Work to be completed -
Word for word, write out all the entries below, omitting every picture.
▶
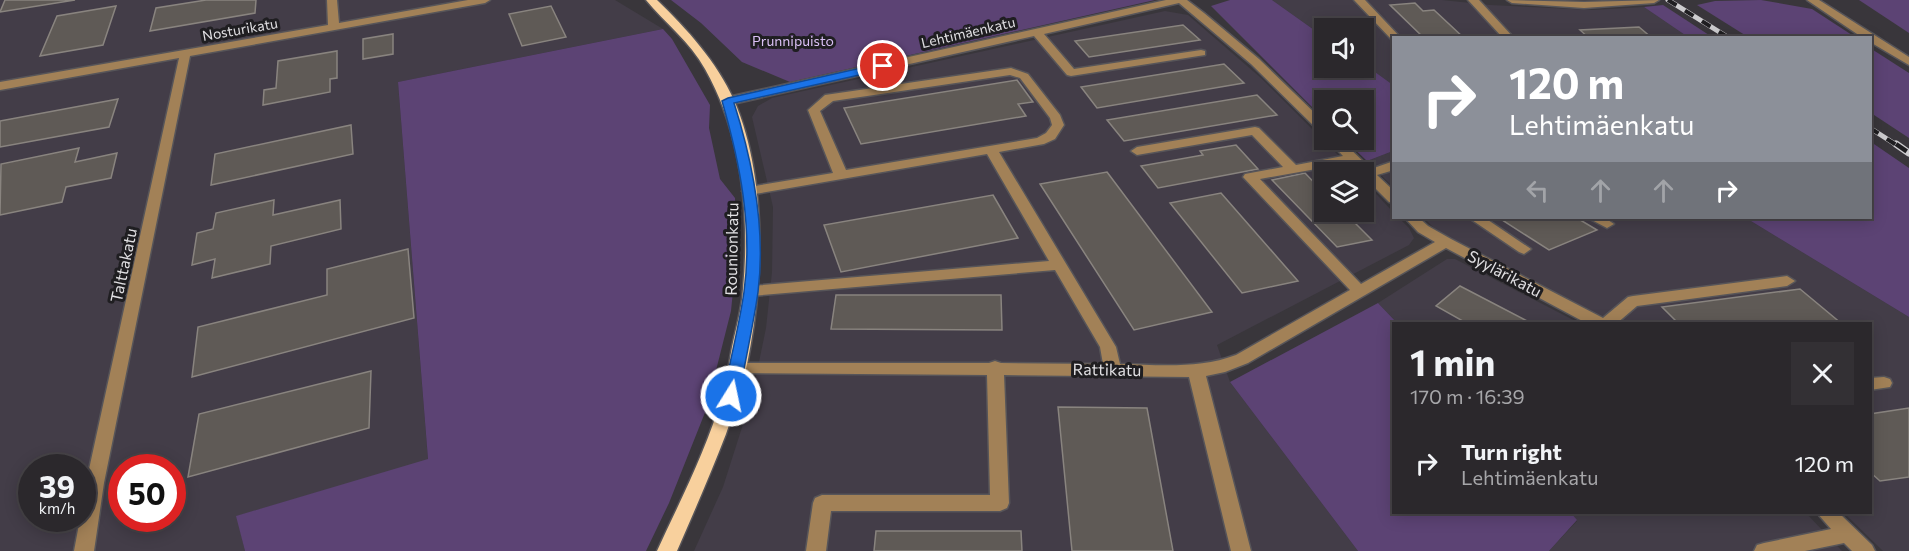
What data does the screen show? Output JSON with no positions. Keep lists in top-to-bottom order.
{
  "streets": {
    "main road": ["Rounionkatu"],
    "street": [
      "Nosturikatu",
      "Lehtimäenkatu",
      "Talttakatu",
      "Syylärikatu",
      "Rattikatu"
    ]
  },
  "crossings": [
    ["Nosturikatu", "Talttakatu"],
    ["Lehtimäenkatu", "Rounionkatu"],
    ["Rounionkatu", "Rattikatu"],
    ["Syylärikatu", "Rattikatu"]
  ],
  "parks": ["Prunnipuisto"],
  "page": {
    "turn": ["120 m", "Lehtimäenkatu"],
    "heading": ["1 min", "170 m · 16:39"],
    "list": [
      {
        "name": "Turn right",
        "note": "Lehtimäenkatu",
        "value": "120 m"
      }
    ],
    "speed": "39 km/h",
    "limit": "50"
  }
}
◀
Exercise output -
What data does the screen show? Output JSON with no positions. Keep lists in top-to-bottom order.
{
  "streets": {
    "main road": ["Rounionkatu"],
    "street": [
      "Nosturikatu",
      "Lehtimäenkatu",
      "Talttakatu",
      "Syylärikatu",
      "Rattikatu"
    ]
  },
  "crossings": [
    ["Nosturikatu", "Talttakatu"],
    ["Lehtimäenkatu", "Rounionkatu"],
    ["Rounionkatu", "Rattikatu"],
    ["Syylärikatu", "Rattikatu"]
  ],
  "parks": ["Prunnipuisto"],
  "page": {
    "turn": ["120 m", "Lehtimäenkatu"],
    "heading": ["1 min", "170 m · 16:39"],
    "list": [
      {
        "name": "Turn right",
        "note": "Lehtimäenkatu",
        "value": "120 m"
      }
    ],
    "speed": "39 km/h",
    "limit": "50"
  }
}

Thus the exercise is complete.